Kavadi Sindhu is an unfinished Indian Tamil-language film written and directed by K. Bhagyaraj. The film stars Bhagyaraj himself and Amala in lead roles. It was jointly produced by Muktha Films and Kunjappan Pictures. Bhagyaraj also composed the film's soundtrack. The film which was made in 1986 got shelved midway despite the release of the soundtrack.

== Cast ==
- K. Bhagyaraj
- Amala

== Production ==
It was announced in July 1985 that Bhagyaraj would act and direct a film for Muktha Films, which later became Kavadi Sindhu. In September 1986, media reported that the song "Yaaro Sonnanga" was shot at Palani in places such as Savarikkadu, Kodai House, Palar Dam while the song "Jaamakozhi" was shot in a set with huts at Sathya Studios.

== Soundtrack ==
The soundtrack was composed by Bhagyaraj.
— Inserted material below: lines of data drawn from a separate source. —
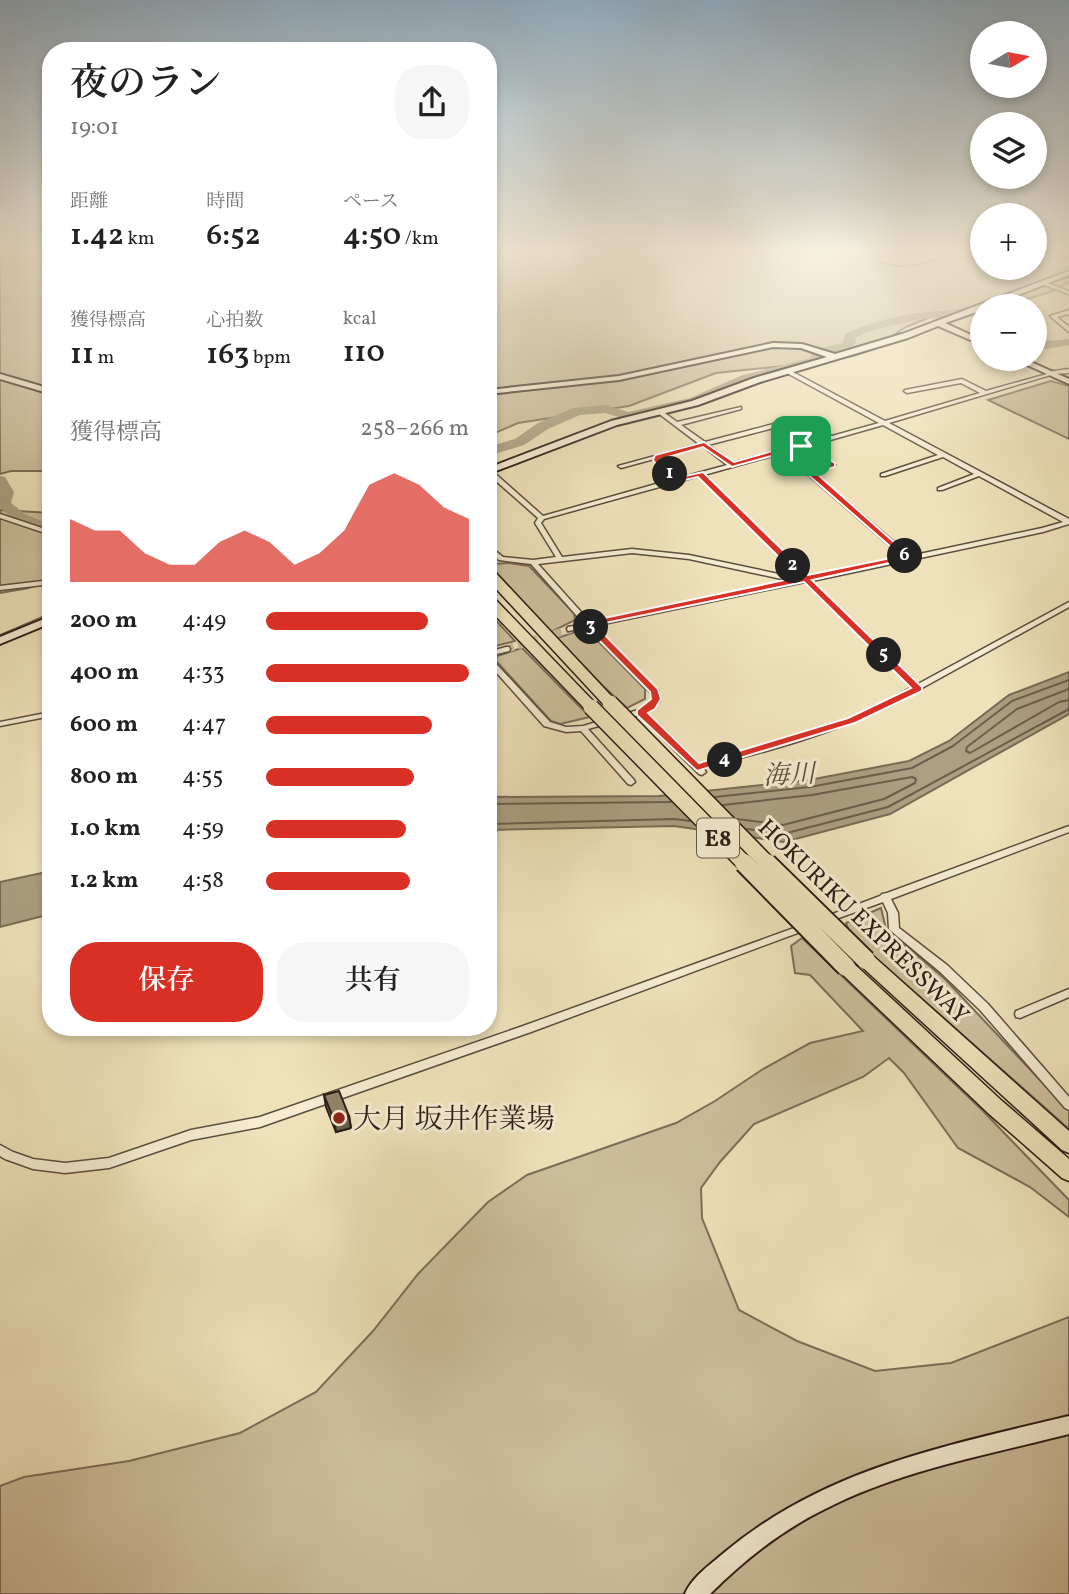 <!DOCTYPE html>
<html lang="ja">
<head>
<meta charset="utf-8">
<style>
  :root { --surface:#fff; --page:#f6f6f6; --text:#222; --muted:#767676; --accent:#d93025 }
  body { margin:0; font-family:Vollkorn,"Noto Serif JP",serif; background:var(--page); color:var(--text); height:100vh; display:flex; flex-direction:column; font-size:26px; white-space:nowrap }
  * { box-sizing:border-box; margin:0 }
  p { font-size:23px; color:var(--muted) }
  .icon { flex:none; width:38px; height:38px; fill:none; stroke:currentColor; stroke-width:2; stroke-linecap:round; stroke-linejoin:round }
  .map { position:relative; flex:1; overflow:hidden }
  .sheet { position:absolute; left:42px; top:42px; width:455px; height:994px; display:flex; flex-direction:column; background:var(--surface); border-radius:28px; box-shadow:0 4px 10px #0003 }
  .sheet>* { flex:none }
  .needle { width:46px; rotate:80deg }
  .fabs { position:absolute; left:970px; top:21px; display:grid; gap:14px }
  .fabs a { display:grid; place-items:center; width:77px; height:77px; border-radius:50%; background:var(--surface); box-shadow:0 4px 10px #0003; font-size:35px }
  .pin { position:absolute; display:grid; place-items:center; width:60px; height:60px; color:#fff; margin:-30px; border-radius:14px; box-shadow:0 4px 10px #0006 }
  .km { position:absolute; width:35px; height:35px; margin:-18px; border-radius:50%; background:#222; color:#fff; font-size:19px; line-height:35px; text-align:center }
  .round { display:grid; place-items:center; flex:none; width:74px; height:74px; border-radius:28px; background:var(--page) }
  .summary { display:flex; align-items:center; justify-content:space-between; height:119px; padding:0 28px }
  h1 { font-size:38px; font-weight:600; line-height:52px }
  .figures { display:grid; grid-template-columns:repeat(3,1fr); gap:10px; height:119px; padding:7px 28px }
  .figures div { display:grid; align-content:center }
  .figures b { font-size:30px; font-weight:600 }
  .figures small { font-size:19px; font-weight:400 }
  .figures p { font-size:19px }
  .chart { height:196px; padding:14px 28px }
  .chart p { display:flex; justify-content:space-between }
  .chart svg { width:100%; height:126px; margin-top:7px; fill:var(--accent); opacity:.7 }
  .cta { display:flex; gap:14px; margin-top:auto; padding:14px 28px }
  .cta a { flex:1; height:80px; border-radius:28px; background:var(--accent); color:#fff; font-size:28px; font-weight:600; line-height:80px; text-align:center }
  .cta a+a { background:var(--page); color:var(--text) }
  ul { padding:0 28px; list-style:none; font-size:23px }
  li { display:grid; grid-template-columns:112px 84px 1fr; align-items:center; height:52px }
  li i { height:18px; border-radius:9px; background:var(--accent) }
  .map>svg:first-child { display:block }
  .green { fill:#cec09e; stroke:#7c6e59; stroke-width:2 }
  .water { fill:#ac9f82; stroke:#786b56; stroke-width:2 }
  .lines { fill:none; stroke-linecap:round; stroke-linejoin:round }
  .shore { stroke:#6c5e4b; stroke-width:2 }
  .stream { stroke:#786b56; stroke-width:3.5 }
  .river { fill:#ac9f82; fill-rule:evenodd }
  .street-tunnel { stroke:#c8ba99; stroke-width:8; stroke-dasharray:8 4.5; stroke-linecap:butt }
  .street-casing { stroke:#5c4e3e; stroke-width:3 }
  .secondary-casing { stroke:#2b1c14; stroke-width:4 }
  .highway-casing { stroke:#2b1c14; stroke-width:3 }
  .street { fill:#f5ecd2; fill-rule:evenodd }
  .secondary { fill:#f5ecd2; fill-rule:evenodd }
  .highway { fill:#efe2ba; fill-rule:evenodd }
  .highway-bridge-far1-casing { stroke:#2b1c14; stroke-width:18; stroke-linecap:butt }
  .highway-bridge-casing { stroke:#2b1c14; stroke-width:22; stroke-linecap:butt }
  .highway-bridge-far1 { stroke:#efe2ba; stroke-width:15 }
  .highway-bridge { stroke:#efe2ba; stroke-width:18 }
  .wall { fill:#7d715b; stroke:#2b1c14; stroke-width:2 }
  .shaded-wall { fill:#665c4a; stroke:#2b1c14; stroke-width:2 }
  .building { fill:#91836a; stroke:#2b1c14; stroke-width:2 }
  .route { fill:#d93025; stroke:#fff; stroke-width:2; fill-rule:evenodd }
  .poi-dot { fill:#8f2418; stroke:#f5ecd2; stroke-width:2.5 }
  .labels { text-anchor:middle; stroke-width:6; stroke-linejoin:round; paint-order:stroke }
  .shield { fill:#f5ecd2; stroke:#685a4d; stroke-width:2 }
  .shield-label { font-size:23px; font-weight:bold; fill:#2b1c14 }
  .street-label { font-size:24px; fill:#2b1c14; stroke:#f5ecd2 }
  .water-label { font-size:26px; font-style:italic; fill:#5f5040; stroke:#f5ecd2 }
  .near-poi-label { font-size:28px; fill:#2b1c14; stroke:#f5ecd2; text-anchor:start }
</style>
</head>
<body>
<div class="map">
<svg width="1069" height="1594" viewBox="0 0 1069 1594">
  <rect width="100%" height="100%" fill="#efe2ba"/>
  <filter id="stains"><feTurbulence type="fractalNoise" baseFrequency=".00286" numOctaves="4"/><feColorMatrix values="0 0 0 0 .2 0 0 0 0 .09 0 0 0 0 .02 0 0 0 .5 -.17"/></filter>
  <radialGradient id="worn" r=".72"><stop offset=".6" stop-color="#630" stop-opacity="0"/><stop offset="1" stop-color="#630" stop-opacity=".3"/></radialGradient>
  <path class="green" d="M 0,249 L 51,249 L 51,471 L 11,471 L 0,474 Z
    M 488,249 L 870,249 L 870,255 C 889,271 917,267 939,258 C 944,256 949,251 954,249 C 962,247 973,249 982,249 L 982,268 L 1034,268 L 1034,249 L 1047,250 L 1069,259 L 1069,282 L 1053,291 L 1017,302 L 933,316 L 906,327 L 871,350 L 853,356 L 814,363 L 716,373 L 629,406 L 518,423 L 488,436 Z
    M 1051,381 L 1069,386 L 1069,439 L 988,400 Z
    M 0,510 L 51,513 L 51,580 L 29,588 L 0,593 Z
    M 509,563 L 529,566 L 574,613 L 575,620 L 551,632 L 491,567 L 493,564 Z
    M 488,612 L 515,641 L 488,648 Z
    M 581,630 L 588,631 L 645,689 L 645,699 L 627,708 L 602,685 L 557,638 Z
    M 522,648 L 590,717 L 560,724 L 551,721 L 496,661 L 497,656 Z
    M 881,908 L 886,929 L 945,979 L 1069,1111 L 1069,1129 L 851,936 L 846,923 Z
    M 802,938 L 981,1109 L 1069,1200 L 1069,1217 L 1030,1187 L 958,1148 L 904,1073 L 889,1058 L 863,1077 L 754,1124 L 720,1162 L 701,1188 L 702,1218 L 739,1310 L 797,1341 L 875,1371 L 951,1363 L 1069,1317 L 1069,1594 L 0,1594 L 0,1486 L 24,1477 L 129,1461 L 240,1433 L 316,1392 L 373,1331 L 418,1274 L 488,1202 L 527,1175 L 676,1123 L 715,1101 L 763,1069 L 810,1043 L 863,1031 L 810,975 L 795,973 L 791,946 Z"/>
  <path class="water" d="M 1069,672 L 1069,714 L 890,814 L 784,842 L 674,826 L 488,830 L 488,797 L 659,796 L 809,780 L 909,761 L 949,741 L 1009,695 Z
    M 51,871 L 51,914 L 0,927 L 0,882 Z"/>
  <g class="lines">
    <path class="shore" d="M 1069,689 L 1017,709 L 967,747 L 966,751 L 970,753 L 1059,702 L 1069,700
      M 715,797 L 810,787 L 912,768 L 953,746 L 1012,701 L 1069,680
      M 488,804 L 671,802
      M 723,805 L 812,795 L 912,777 L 916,779 L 915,783 L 884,799 L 783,825 L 737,819
      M 488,824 L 674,819 L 690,821
      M 747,829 L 783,834 L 888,807 L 1069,709"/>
    <path class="stream" d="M 0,636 L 51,614"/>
    <path class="river" d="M 969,306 L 982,309 L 982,316 L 970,313 L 954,318 L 920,319 L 870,331 L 855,338 L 856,343 L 851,347 L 823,355 L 820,363 L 751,381 L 697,404 L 629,420 L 605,413 L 580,415 L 548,429 L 524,445 L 488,456 L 488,447 L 515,439 L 538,423 L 573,408 L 606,405 L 628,412 L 690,398 L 743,375 L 810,358 L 813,350 L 843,343 L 845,334 C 868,323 895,316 920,313 C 940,310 948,312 969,306 Z
      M 1069,339 L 1069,345 L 1045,349 L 1034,347 L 1034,340 L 1045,341 Z
      M 0,476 L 5,477 L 14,492 L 11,503 L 25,514 L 51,525 L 51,534 L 20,523 L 0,508 Z"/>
    <path class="street-tunnel" d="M 506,649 L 571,629"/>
    <g class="street-casing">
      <path id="street" d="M 1059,249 L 1069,250 L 1069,252 L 1059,250 Z
        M 1044,282 L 1069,291 L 1069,294 L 1042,284 L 1042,283 Z
        M 1069,310 L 1069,314 L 1057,317 L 1069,327 L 1069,332 L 1050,316 Z
        M 1069,369 L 1069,373 L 1054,374 L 889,423 L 1069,519 L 1069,524 L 1043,532 L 812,581 L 918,684 L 1069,602 L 1069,607 L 922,688 L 921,691 L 917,691 C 906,697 895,704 883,709 C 826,736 764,752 703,768 L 706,772 L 702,775 L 699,774 L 639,715 L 588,729 L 634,780 L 635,782 L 631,785 L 628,784 L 581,731 L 566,732 L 544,726 L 488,663 L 488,652 L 506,647 L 509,647 L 510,649 L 509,651 L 489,656 L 550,722 L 566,727 L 583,726 L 638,710 L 648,704 L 652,700 L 651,693 L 588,628 L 568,631 L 567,629 L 568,627 L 584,624 L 531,564 L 499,560 L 488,551 L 488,545 L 503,557 L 533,560 L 556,557 L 535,523 L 538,518 L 488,474 L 488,469 L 491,470 L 543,516 L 670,480 L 654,459 L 621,468 L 618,466 L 699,444 L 658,413 L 658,411 L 662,411 L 677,422 L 741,407 L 741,409 L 681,425 L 705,442 L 789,420 L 818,429 L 832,436 L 879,423 L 785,372 L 785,370 L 789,370 L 885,421 L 980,393 L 961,383 L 907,393 L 904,391 L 905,390 L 962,379 L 986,391 L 1047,374 L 1047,372 ZM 789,424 L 813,432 L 826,437 L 733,463 L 708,445 ZM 883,425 L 938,455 L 881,474 L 881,476 L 885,476 L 943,457 L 974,474 L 938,488 L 938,490 L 942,490 L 979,476 L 1063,522 L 1042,528 L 910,556 L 813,472 L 835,465 L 806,447 ZM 703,446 L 727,465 L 676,479 L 660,460 L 661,457 ZM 800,448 L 827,464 L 809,469 L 789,451 ZM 783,453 L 903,557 L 809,577 L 704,475 ZM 699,476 L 802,578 L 796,580 L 796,577 L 793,577 L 689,555 L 632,549 L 562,557 L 541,523 L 544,519 ZM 632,553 L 689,559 L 791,581 L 591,623 L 538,564 ZM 805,582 L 912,687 C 901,693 890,700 879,706 C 822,732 759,748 699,764 L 646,712 L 654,708 L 660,700 L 658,690 L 594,626 Z
        M 488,433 L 493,436 L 493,438 L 488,440 Z
        M 0,514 L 51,531 L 51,535 L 0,518 Z
        M 51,580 L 51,584 L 0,590 L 0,586 Z
        M 51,712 L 51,716 L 0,726 L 0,722 Z
        M 1069,826 L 1069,832 L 891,899 L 898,913 L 899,928 L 947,965 L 988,1004 L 1069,1097 L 1069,1110 L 1065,1108 L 980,1010 L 939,971 L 891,931 L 889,929 L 888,913 L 883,902 L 825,923 L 822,922 L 820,920 L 822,918 L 880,896 L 882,894 L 887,893 Z
        M 808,923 L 811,924 L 813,926 L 811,928 L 531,1032 L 260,1127 L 191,1140 L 109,1168 L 65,1173 L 33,1169 L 5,1159 L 0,1156 L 0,1145 L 13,1152 L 33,1159 L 65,1163 L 109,1158 L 191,1130 L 260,1117 L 523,1026 Z
        M 1069,989 L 1069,997 L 1020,1018 L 1016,1017 L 1015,1014 L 1016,1011 Z"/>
    </g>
    <g class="secondary-casing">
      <path id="secondary" d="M 1069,271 L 1069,275 L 990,306 L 982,306 L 982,310 L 945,323 L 982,340 L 982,345 L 938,326 L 908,338 L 760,382 L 698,405 L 617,425 L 488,474 L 488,468 L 611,421 L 692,401 L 754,378 L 827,357 L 801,348 L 773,347 L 619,380 L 488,394 L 488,390 L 619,376 L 773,343 L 802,344 L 835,354 L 902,334 Z
        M 1014,359 L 1024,359 L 1069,379 L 1069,384 Z
        M 0,374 L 51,389 L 51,394 L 0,379 Z
        M 51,616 L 51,623 L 0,644 L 0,637 Z
        M 1069,1416 L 1069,1434 C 987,1455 901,1470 825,1509 C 782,1530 744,1560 710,1594 L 685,1594 C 692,1577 711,1564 725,1552 C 826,1468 945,1446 1069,1416 Z"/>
    </g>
    <g class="highway-casing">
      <path id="highway" d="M 488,568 L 492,569 L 615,700 L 617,703 L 615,706 L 605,706 L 488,580 Z
        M 488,596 L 493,597 L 596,704 L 598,707 L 596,710 L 586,710 L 488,608 Z
        M 866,953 L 872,955 L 1069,1131 L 1069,1153 L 1062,1150 L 860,965 L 857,960 L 860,955 Z
        M 846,960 L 852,962 L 1002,1101 L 1069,1159 L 1069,1181 L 1062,1178 L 988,1113 L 840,972 L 837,967 L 840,962 Z"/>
    </g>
    <use href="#street" class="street"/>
    <use href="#secondary" class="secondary"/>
    <use href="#highway" class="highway"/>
    <g class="highway-bridge-far1-casing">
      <path id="highway-bridge-far1" d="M 610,703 L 769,865
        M 591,707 L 746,865"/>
    </g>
    <g class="highway-bridge-casing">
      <path id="highway-bridge" d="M 744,863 L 846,967
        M 767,863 L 866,960"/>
    </g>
    <use href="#highway-bridge-far1" class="highway-bridge-far1"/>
    <use href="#highway-bridge" class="highway-bridge"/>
  </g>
  <path class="wall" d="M 324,1095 L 349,1116 L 351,1128 L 336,1132 L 326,1107 Z"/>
  <path class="shaded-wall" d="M 349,1116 L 351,1128 L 336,1132 L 334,1120 Z"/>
  <path class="building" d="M 339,1091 L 349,1116 L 334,1120 L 324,1095 Z"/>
  <linearGradient id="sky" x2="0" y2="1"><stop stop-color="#90acbf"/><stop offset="0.53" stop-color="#f8f2e0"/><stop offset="1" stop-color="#f8f2e0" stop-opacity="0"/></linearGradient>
  <rect width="1069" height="472" fill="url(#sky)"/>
  <path class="route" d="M 704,442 L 734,462 L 801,443 L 835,463 L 835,467 L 815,472 L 912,558 L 812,580 L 922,687 L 922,691 L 855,723 L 697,771 L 637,715 L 637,710 L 651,699 L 650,692 L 585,626 L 585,622 L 799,577 L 698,477 L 671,483 L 653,460 L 655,455 ZM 703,447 L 732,467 L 800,448 L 825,464 L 806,470 L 806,473 L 901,556 L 808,575 L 703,472 L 676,478 L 661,459 ZM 804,582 L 911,688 L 848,718 L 699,763 L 648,713 L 655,709 L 661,699 L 658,689 L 595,625 Z"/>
  <circle class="poi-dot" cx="339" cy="1118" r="7"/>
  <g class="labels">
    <rect class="shield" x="697" y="818.5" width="42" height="39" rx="5"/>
    <g class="shield-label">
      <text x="718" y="846">E8</text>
    </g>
    <g class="street-label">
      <text transform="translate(864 921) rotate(44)" y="8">HOKURIKU EXPRESSWAY</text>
    </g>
    <g class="water-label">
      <text transform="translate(789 774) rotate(-3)" y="9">海川</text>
    </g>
    <g class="near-poi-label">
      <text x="353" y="1128">大月 坂井作業場</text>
    </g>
  </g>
  <rect width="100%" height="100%" filter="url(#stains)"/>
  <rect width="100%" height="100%" fill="url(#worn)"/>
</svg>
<div class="fabs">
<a><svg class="needle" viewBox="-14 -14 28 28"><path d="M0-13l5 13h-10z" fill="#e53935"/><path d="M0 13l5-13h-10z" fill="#767676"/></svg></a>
<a><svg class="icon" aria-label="layers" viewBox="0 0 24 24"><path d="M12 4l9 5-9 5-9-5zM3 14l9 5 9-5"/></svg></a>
<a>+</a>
<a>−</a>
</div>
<div class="pin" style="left:801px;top:446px;background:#1e9e55"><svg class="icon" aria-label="arrive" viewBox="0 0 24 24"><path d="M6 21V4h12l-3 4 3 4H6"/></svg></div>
<b class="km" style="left:670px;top:474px">1</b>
<b class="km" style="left:793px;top:566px">2</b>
<b class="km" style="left:591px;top:627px">3</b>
<b class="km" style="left:725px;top:760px">4</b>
<b class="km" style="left:884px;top:655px">5</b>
<b class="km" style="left:905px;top:556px">6</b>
<section class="sheet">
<div class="summary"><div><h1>夜のラン</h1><p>19:01</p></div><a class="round"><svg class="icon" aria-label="share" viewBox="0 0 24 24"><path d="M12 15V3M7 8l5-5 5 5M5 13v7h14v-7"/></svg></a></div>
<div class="figures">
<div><p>距離</p><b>1.42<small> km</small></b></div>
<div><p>時間</p><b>6:52</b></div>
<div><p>ペース</p><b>4:50<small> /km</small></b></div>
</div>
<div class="figures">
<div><p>獲得標高</p><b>11<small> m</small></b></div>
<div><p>心拍数</p><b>163<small> bpm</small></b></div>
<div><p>kcal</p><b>110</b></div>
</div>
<div class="chart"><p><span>獲得標高</span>258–266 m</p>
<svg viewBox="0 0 160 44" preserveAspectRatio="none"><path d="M0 44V22L10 26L20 26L30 34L40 38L50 38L60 30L70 26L80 30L90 38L100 34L110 26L120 10L130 6L140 10L150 18L160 22V44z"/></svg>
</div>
<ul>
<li><b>200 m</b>4:49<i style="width:80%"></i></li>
<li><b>400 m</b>4:33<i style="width:100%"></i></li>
<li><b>600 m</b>4:47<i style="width:82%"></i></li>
<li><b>800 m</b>4:55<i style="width:73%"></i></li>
<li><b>1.0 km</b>4:59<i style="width:69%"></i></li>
<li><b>1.2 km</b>4:58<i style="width:71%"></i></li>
</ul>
<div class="cta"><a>保存</a><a>共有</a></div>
</section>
</div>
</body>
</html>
The songs "Yaaro Sonnanga", "Jaamakozhi" and "Enna Kurai" became popular during release. Bhagyaraj choose to compose music for the film himself due to a misunderstanding with composer Ilaiyaraaja.

| Song | Singers | Lyrics |
|---|---|---|
| "Sangeetham Enakku" | S. P. Balasubrahmanyam | Vaali |
| "Yaaro Sonnanga" | S. P. Balasubrahmanyam, S. Janaki | Vaali |
| "Enna Kurai Rasave" | S. P. Balasubrahmanyam, K. S. Chithra | Vaali |
| "En Jodikili" | S. P. Balasubrahmanyam, S. Janaki | Muthulingam |
| "Vilakku Ethathum" | S. P. Balasubrahmanyam, S. Janaki | Chinnakonar |
| "Jaamakozhi" | P. Jayachandran, S. Janaki | Vaali |
| "Oru Poo Poothada" | S. P. Balasubrahmanyam, S. Janaki | Vaali |
| "Oru Ettu Mozha" | S. Janaki | Vaali |
| "Vethala Kaadu" | Jayachandran, Chithra | Vaali |
| "Maamov Adikkadi" | S. P. Balasubrahmanyam, Chithra | Vaali |

== Legacy ==
Despite the release of the soundtrack, the film was shelved midway and never completed. However the songs "Ettumozham" ("Oru Ettu Mozha") and "Saamakozhi" ("Jaamakozhi") from this film were later reused in a film called Pattanamthan Pogalamadi (1990) as mentioned in thanks card. The song "Ennanavo Ketkum Vayasu" sung by S. P. Balasubrahmanyam and S. Janaki is also credited in the thanks card to be from this film; however, the song is absent from the soundtrack. The footage of "Saamakozhi" picturised on Bhagyaraj and Amala was added in the film during the scene where Radikaa and Rupini visit a theatre to watch a film while the rest of the songs from Kavadi Sindhu were picturised with the star cast of this film consisting of Rahman, Radikaa, Nizhalgal Ravi and Rupini.